Search code examples
rmatrixlinear-algebramatrix-multiplicationmatrix-inverse

Large matrix inversion in R error after 250x250


I receive the following error when trying to perform matrix inversion on a matrix that is larger than 250x250. I only receive the error if the size of the matrix exceeds this size.

Error in solve.default(S) : 
  system is computationally singular: reciprocal condition number = 2.10729e-20

I've tried other matrices larger than this that do invert. I've checked for multicollinearity in the matrix and there is none. What could cause this error?

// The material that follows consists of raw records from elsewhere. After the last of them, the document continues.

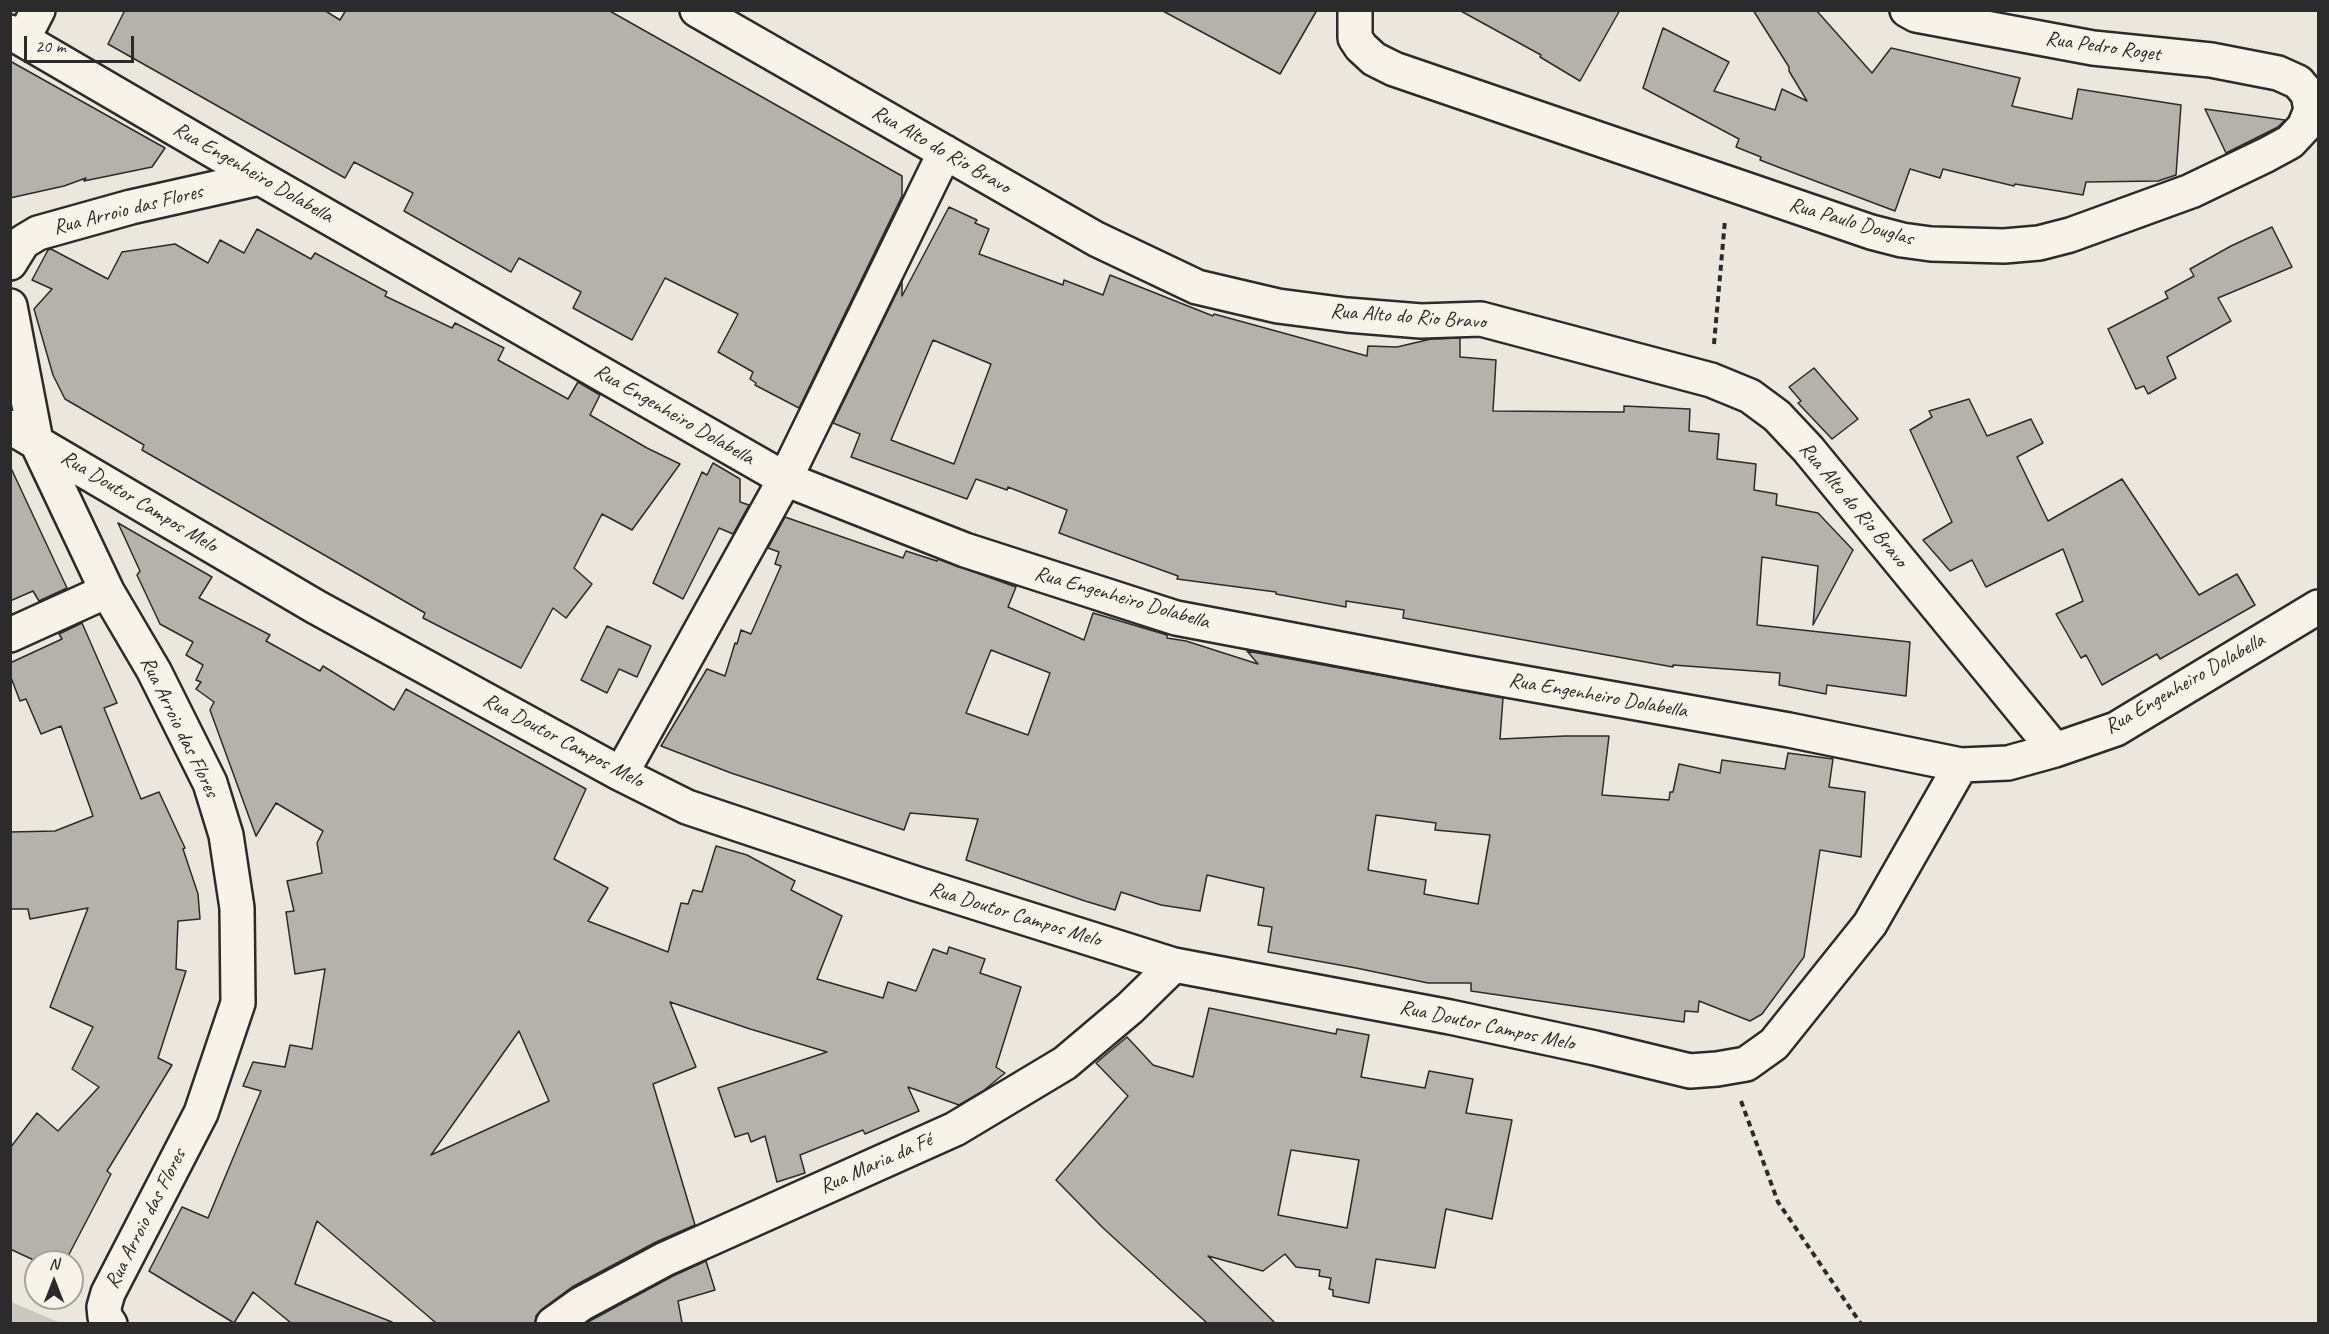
<!DOCTYPE html>
<html>
<head>
<meta charset="utf-8">
<style>
	body { margin:0 }
	#map { position:relative; width:2329px; height:1334px; overflow:hidden; background:#ebe7dd; font-family:Caveat,sans-serif }
	canvas { display:block }
	.frame { position:absolute; inset:0; border:12px solid #2b2b2b; pointer-events:none }
	.north { position:absolute; left:24px; top:1250px; width:60px; height:60px; box-sizing:border-box; background:#f7f3e8; border:2px solid #a5a39c; border-radius:50%; rotate:0deg; font-size:16px; font-weight:700; line-height:24px; text-align:center; color:#2b2b2b }
	.north::after { content:''; display:block; margin:auto; width:21px; height:27px; background:#2b2b2b; clip-path:polygon(50% 0,100% 100%,50% 72%,0 100%) }
	.scale { position:absolute; left:24px; top:36px; width:110px; height:27px; box-sizing:border-box; border:3px solid #2b2b2b; border-top:0; padding-left:8px; font-size:18px; line-height:21px; white-space:nowrap; color:#2b2b2b; -webkit-text-stroke:4px #f7f3e8; paint-order:stroke }
</style>
</head>
<body>
<div id="map">
<canvas width="2329" height="1334"></canvas>
<div class="frame"></div>
<div class="north">N</div>
<div class="scale">20 m</div>
</div>
<script>
const c = document.querySelector('canvas').getContext('2d');
c.lineJoin = 'round';
function fill(path, color) {
  c.fillStyle = color;
  c.fill(path, 'evenodd');
}
function toPath(rows) {
  const path = new Path2D();
  for (const r of rows) {
    path.moveTo(r[0], r[1]);
    for (let i = 2; i < r.length; i += 2) path.lineTo(r[i], r[i + 1]);
  }
  return path;
}
function strokePath(path, color, width, dash) {
  c.strokeStyle = color;
  c.lineWidth = width;
  c.lineCap = dash ? 'butt' : 'round';
  c.setLineDash(dash || []);
  c.stroke(path);
}
function drawText(font, color, halo, rows, align = 'center') {
  c.font = font + ' Caveat,sans-serif';
  c.lineWidth = 5;
  c.setLineDash([]);
  c.textBaseline = 'middle';
  c.strokeStyle = halo;
  c.fillStyle = color;
  for (const [text, x, y, turn = 0] of rows) {
    c.save();
    c.translate(x, y);
    c.rotate((+turn || 0) * Math.PI / 180);
    c.textAlign = isNaN(turn) ? turn : align;
    if (halo) c.strokeText(text, 0, 0);
    c.fillText(text, 0, 0);
    c.restore();
  }
}
const green = toPath([
	[11,1302,61,1323,11,1323]
]);
const building = toPath([
	[125,10,324,10,340,20,346,10,608,10,902,176,902,196,799,408,755,385,756,383,750,379,753,372,718,352,738,314,665,278,632,340,573,308,581,292,519,258,511,272,404,211,413,193,354,162,345,178,108,44,125,10],
	[1161,10,1317,10,1280,74,1161,10],
	[1459,10,1620,10,1580,81,1540,57,1541,55,1459,10],
	[1753,10,1816,10,1872,73,1891,48,2020,78,2012,106,2072,119,2078,89,2181,105,2176,175,2158,181,2086,182,2083,195,2015,184,2014,186,1943,169,1940,178,1910,169,1895,211,1778,167,1760,160,1761,157,1736,147,1739,139,1643,88,1663,28,1729,62,1714,91,1775,110,1782,89,1807,101,1789,71,1789,67,1753,10],
	[10,61,165,148,152,167,84,181,86,178,64,186,10,198,10,61],
	[2205,109,2285,120,2278,127,2226,153,2205,109],
	[949,207,977,220,975,223,989,229,979,254,1063,285,1064,280,1103,295,1110,275,1213,316,1214,314,1367,356,1368,346,1397,347,1431,339,1460,338,1460,357,1496,360,1493,411,1624,412,1624,406,1690,409,1689,431,1719,434,1717,459,1756,464,1754,490,1777,494,1776,505,1818,513,1853,550,1813,625,1818,566,1762,557,1757,625,1910,642,1906,696,1827,685,1826,694,1779,685,1780,673,1673,665,1673,667,1403,618,1404,610,1346,601,1346,607,1276,594,1276,592,1177,579,1178,576,1059,533,1067,510,1008,487,1007,490,976,479,967,499,851,457,860,434,833,423,902,282,902,296,949,207],
	[933,340,991,364,954,464,891,440,933,340],
	[2272,227,2292,267,2218,298,2231,321,2167,357,2176,378,2148,394,2144,386,2136,389,2108,329,2168,298,2165,292,2194,276,2190,269,2231,246,2272,227],
	[257,229,311,259,315,253,387,292,385,296,452,328,455,323,504,348,498,360,568,399,578,382,600,395,590,415,647,448,680,464,632,530,602,514,574,568,592,584,566,618,553,608,521,668,423,618,425,613,142,450,144,445,65,399,53,375,34,309,52,289,32,280,48,250,51,249,108,279,122,252,175,244,208,263,220,240,244,253,257,229],
	[1814,368,1858,419,1832,439,1798,403,1801,401,1789,387,1814,368],
	[1969,399,1987,436,2031,419,2043,443,2017,457,2048,521,2122,479,2199,595,2237,574,2255,605,2160,659,2157,654,2102,685,2086,655,2081,658,2056,614,2083,601,2063,549,1986,587,1972,560,1950,571,1923,540,1952,522,1910,430,1932,417,1929,411,1969,399],
	[713,463,740,479,740,502,749,505,733,534,719,528,683,599,653,583,702,472,707,475,713,463],
	[10,466,67,588,39,601,33,591,10,601,10,466],
	[785,517,903,558,906,551,937,561,938,559,1016,587,1008,607,1084,640,1093,613,1167,635,1167,638,1186,641,1258,664,1247,651,1503,698,1500,739,1565,736,1609,736,1602,795,1669,800,1670,792,1673,792,1679,764,1720,773,1722,760,1785,769,1788,753,1833,759,1829,787,1865,792,1861,857,1820,850,1804,957,1762,1014,1750,1021,1699,1001,1698,1012,1685,1011,1684,1022,1471,991,1471,983,1428,983,1356,968,1268,952,1272,927,1258,925,1264,888,1207,875,1200,911,1161,905,1121,892,1115,910,1085,901,966,860,978,819,910,813,904,830,731,773,661,746,707,669,725,676,735,643,737,644,741,630,751,634,781,566,775,564,779,552,768,548,785,517],
	[991,650,1050,673,1028,735,966,713,991,650],
	[1376,815,1436,823,1435,830,1490,835,1478,904,1424,894,1426,880,1368,870,1376,815],
	[118,523,212,577,199,598,270,635,266,641,320,671,323,666,394,710,406,689,586,789,554,859,608,888,588,921,668,952,681,903,688,904,693,890,702,892,716,846,747,855,795,881,791,890,842,916,817,979,883,998,888,982,916,991,933,949,947,954,949,947,985,959,980,973,1021,987,996,1067,1005,1073,983,1091,959,1105,908,1087,919,1111,865,1134,863,1130,800,1155,805,1173,777,1182,765,1136,751,1142,748,1133,735,1137,718,1088,827,1052,750,1029,670,1002,696,1067,653,1084,695,1225,656,1242,572,1287,542,1309,536,1316,535,1323,436,1323,317,1221,295,1284,392,1322,392,1323,291,1323,253,1292,234,1323,149,1271,182,1207,208,1218,261,1091,243,1086,253,1062,285,1067,290,1045,312,1049,325,969,295,974,286,912,294,911,287,881,322,873,317,843,323,831,276,803,256,836,210,710,214,702,196,689,201,682,196,680,203,665,186,655,193,642,160,624,137,575,140,571,118,523],
	[519,1031,549,1101,431,1155,519,1031],
	[82,623,117,703,104,708,141,799,159,792,185,848,183,849,198,894,200,919,178,921,176,969,186,971,158,1058,172,1065,107,1171,111,1174,65,1262,38,1262,10,1249,10,1148,37,1113,58,1131,99,1087,72,1069,93,1027,50,1007,88,908,30,919,28,909,10,909,10,832,55,831,93,816,61,726,41,734,26,699,20,701,10,675,10,663,62,639,59,634,82,623],
	[607,626,651,646,637,677,619,669,607,693,581,680,607,626],
	[1209,1008,1336,1034,1337,1029,1369,1035,1361,1077,1425,1088,1429,1071,1473,1079,1466,1113,1512,1120,1492,1219,1446,1209,1435,1268,1376,1259,1369,1303,1333,1296,1333,1290,1329,1289,1331,1278,1319,1276,1320,1270,1296,1267,1285,1254,1263,1271,1208,1256,1275,1323,1207,1323,1102,1227,1056,1180,1128,1096,1096,1063,1127,1037,1153,1065,1193,1077,1209,1008],
	[1291,1150,1359,1160,1347,1228,1278,1215,1291,1150],
	[706,1261,715,1290,678,1301,682,1323,586,1323,673,1276,706,1261]
]);
const path = toPath([
	[1714,344,1725,220],
	[1741,1101,1778,1202,1861,1324]
]);
const minor = toPath([
	[697,10,1096,239,1197,287,1278,306,1347,315,1421,321,1481,319,1711,380,1750,396,1777,416,1808,449,2055,750],
	[1355,10,1355,38,1361,47,1374,59,1394,69,1871,232,1902,240,1931,244,2004,246,2039,243,2070,235,2191,191,2266,155,2290,142,2304,127,2311,110,2308,94,2298,82,2278,73,2211,60,2093,48,1916,15,1907,10],
	[10,32,260,178,785,479,965,550,1176,618,1462,672,1789,730,1961,765,2008,763,2055,750,2116,729,2318,607],
	[23,39,38,10],
	[10,263,23,242,38,233,131,207,260,178],
	[10,306,36,441,107,591,154,671,210,783,226,835,237,908,238,1003,201,1113,108,1293,104,1307,105,1317,110,1324],
	[10,427,316,607,621,774,687,807,914,883,1174,965,1450,1017,1595,1048,1690,1071,1717,1069,1746,1064,1774,1044,1870,924,1961,765],
	[10,635,107,591],
	[621,774,785,479,945,152],
	[553,1324,581,1304,665,1259,955,1129,1065,1063,1130,1008,1174,965]
]);
const streetNames = [
	["Rua Pedro Roget",2103,47,8],
	["Rua Alto do Rio Bravo",941,150,30],
	["Rua Engenheiro Dolabella",253,173,30],
	["Rua Arroio das Flores",128,210,-14],
	["Rua Paulo Douglas",1851,222,16],
	["Rua Alto do Rio Bravo",1408,317,4],
	["Rua Engenheiro Dolabella",674,415,30],
	["Rua Doutor Campos Melo",139,502,31],
	["Rua Alto do Rio Bravo",1853,505,50],
	["Rua Engenheiro Dolabella",1122,598,16],
	["Rua Engenheiro Dolabella",2185,684,-30],
	["Rua Engenheiro Dolabella",1598,696,10],
	["Rua Arroio das Flores",179,727,64],
	["Rua Doutor Campos Melo",563,741,28],
	["Rua Doutor Campos Melo",1015,915,17],
	["Rua Doutor Campos Melo",1487,1026,12],
	["Rua Maria da Fé",876,1164,-24],
	["Rua Arroio das Flores",146,1219,-63]
];
fill(green, '#cbc8bf');
fill(building, '#b5b2ab');
strokePath(building, '#2b2b2b', 1.5);
strokePath(minor, '#2b2b2b', 38);
strokePath(path, '#2b2b2b', 4, [6, 4.5]);
strokePath(minor, '#f7f3e8', 33);
drawText('21px', '#2b2b2b', '#f7f3e8', streetNames);
</script>
</body>
</html>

Edit: changing the tolerance does prevent the error. But why does the error get thrown only when the matrix is larger than 250x250?


Solution

  • There is no problem with calculating matrices of size greater than 250:

    set.seed(12345)
    N = 300
    m <- matrix(rnorm(N*N), nrow = N)
    str(m)
    # num [1:300, 1:300] 0.586 0.709 -0.109 -0.453 0.606 ...
    
    m.inv <- solve(m)
    str(m.inv)
    # num [1:300, 1:300] 0.0274 -0.0164 0.0384 -0.0936 -0.1086 ...
    

    However if the determinant of matrix is 0 (or almost zero), then obviously there will be an error calculating an inverse:

    p <- matrix(7, nrow = N, ncol=N)
    str(p)
    # num [1:300, 1:300] 7 7 7 7 7 7 7 7 7 7 ...
    
    p.inv <- solve(p)
    #Error in solve.default(p) : 
    #  Lapack routine dgesv: system is exactly singular: U[2,2] = 0
    

    In your case it looks like you are operating with very small values. Try to specify a smaller tolerance:

    solve(..., tol = 1e-17)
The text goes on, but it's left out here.